■ GOAL OF THE EXERCISE
Whenever a line in the data below includes the string "JSON", copy it out.

■ RECORDS PROVIDED
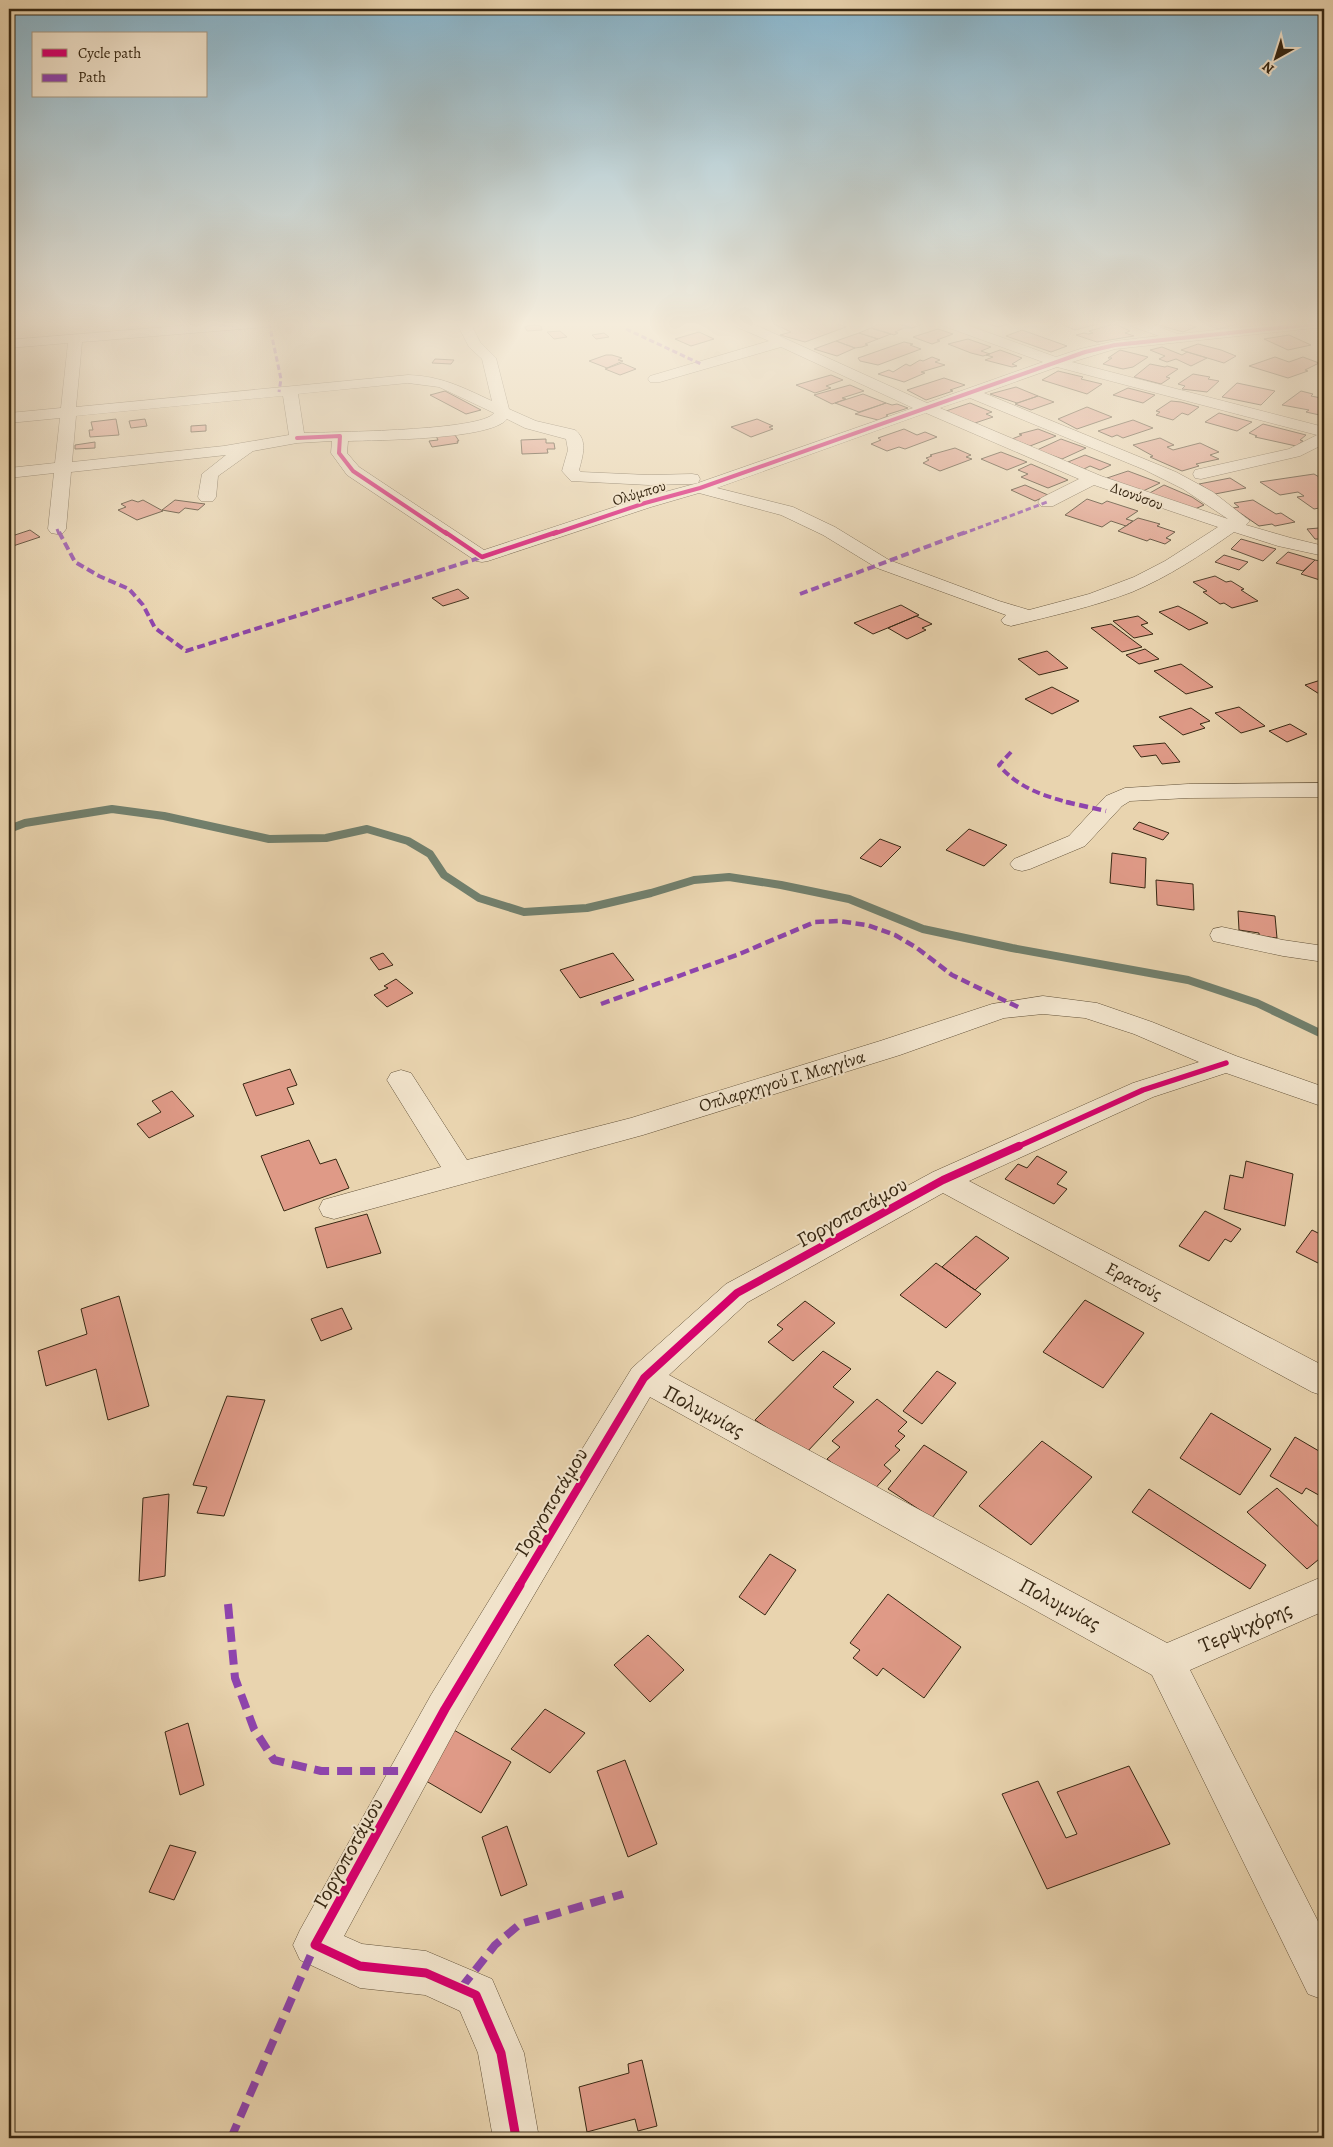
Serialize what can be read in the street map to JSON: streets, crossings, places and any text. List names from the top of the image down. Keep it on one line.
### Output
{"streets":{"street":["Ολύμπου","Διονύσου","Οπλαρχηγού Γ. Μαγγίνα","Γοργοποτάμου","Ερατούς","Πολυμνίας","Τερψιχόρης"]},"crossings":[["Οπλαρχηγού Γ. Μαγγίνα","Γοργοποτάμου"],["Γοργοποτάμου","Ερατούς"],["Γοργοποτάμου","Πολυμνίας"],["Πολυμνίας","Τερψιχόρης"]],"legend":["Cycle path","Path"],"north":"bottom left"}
==
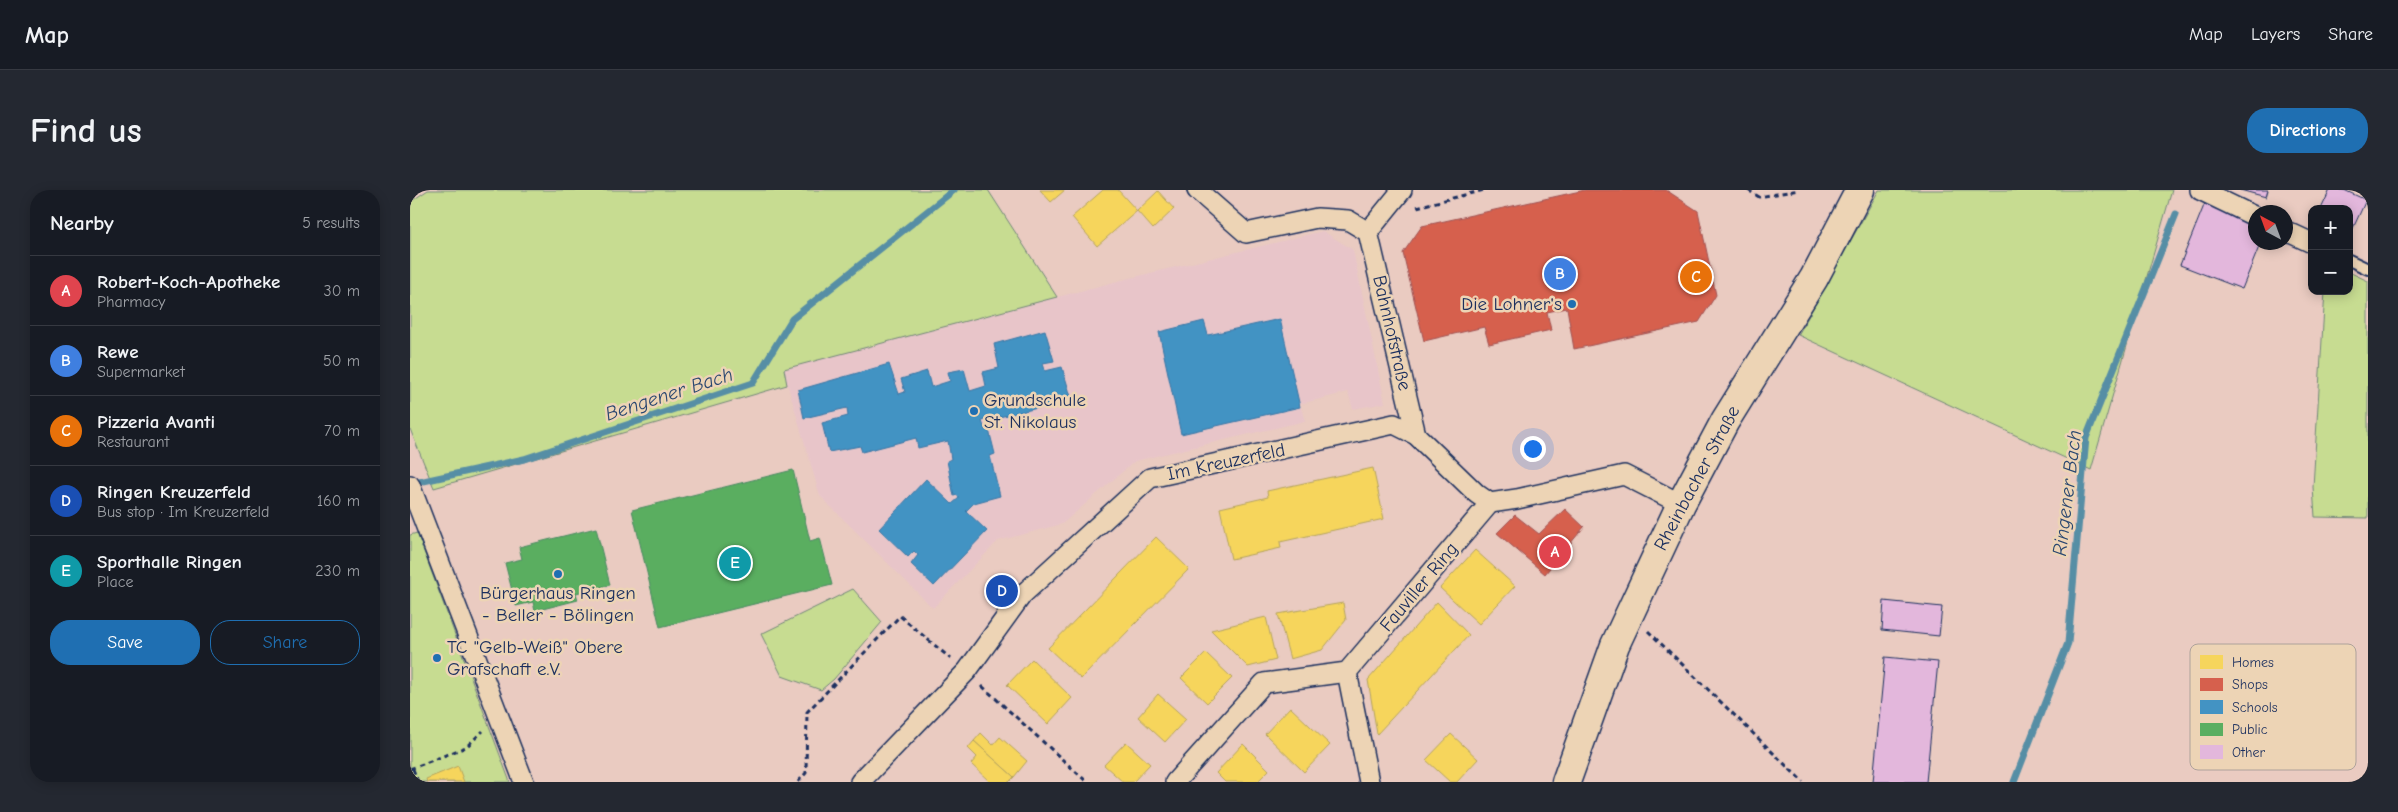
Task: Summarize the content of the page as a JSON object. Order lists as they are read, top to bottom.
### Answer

■ ANSWER TO THIS PROBLEM
Serialize what can be read in the street map to JSON: streets, crossings, places and any text. List names from the top of the image down. Keep it on one line.
Task: Summarize the content of the page as a JSON object. Order lists as they are read, top to bottom.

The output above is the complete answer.